13.7 Minimizing uncertainty
Great, so now we have identified uncertainties and found ways to quantify them – but how so we minimize them? In most contexts, we want to reduce uncertainty: For example, if the water supply model tells you that it is uncertain whether there will be a drought or a flood in the Beaver River. How should you take precautions if the uncertainty is high?
Most, if not all, uncertainties can, in principle, be minimized. Some are just harder to minimize than others. While the goal is to minimize that total uncertainty, the only strategy for doing so is to minimize the individual uncertainties that arise from different sources:
- Task uncertainty
- To minimize the expected operationalization error, put consideralbe effort into an appropriate operationalization. For example, placing a single sensor in the river is a bad idea if the water flows vary along the river gauge.
- To minimize the expected feature selection error, select features that are highly predictive and contain little noise. Omit features that do not add new information to your model.
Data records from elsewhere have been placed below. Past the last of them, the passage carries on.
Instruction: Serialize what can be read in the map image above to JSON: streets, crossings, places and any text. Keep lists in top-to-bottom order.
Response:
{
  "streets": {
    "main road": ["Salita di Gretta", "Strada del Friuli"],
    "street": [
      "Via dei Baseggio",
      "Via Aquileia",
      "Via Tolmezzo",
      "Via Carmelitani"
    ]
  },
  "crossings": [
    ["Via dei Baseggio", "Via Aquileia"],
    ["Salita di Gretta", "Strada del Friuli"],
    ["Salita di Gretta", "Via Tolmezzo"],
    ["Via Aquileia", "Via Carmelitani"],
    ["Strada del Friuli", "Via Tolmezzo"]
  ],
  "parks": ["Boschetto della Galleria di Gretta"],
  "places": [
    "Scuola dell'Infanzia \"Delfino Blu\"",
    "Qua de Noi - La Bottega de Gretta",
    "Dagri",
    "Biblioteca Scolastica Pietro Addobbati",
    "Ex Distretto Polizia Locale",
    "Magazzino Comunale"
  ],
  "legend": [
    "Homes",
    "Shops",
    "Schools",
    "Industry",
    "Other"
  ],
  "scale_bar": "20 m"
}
- Distribution uncertainty
- To minimize the expected distribution error, collect or simulate training data that is representative of the deployment distribution. For example, training your model only on data from the 1970s may be a bad idea given the changed distribution of extreme weather events.
- Model uncertainty
- To minimize model error, choose an appropriate inductive bias in modeling. Strongly constraining the model class and testing a few hyperparameters will result in a high bias. Choosing too broad a model class and unconstrained hyperparameter search will result in high variance. To minimize uncertainty, use your domain knowledge to constrain your model search to a minimal but sufficiently expressive model class to capture the dependency in the data and plausible hyperparameter settings (Semenova et al. 2024). In water supply forecasting, it is recommended to include physical constraints because they constrain the appropriate model class and consequently reduce model uncertainty (Fleming, Vesselinov, and Goodbody 2021).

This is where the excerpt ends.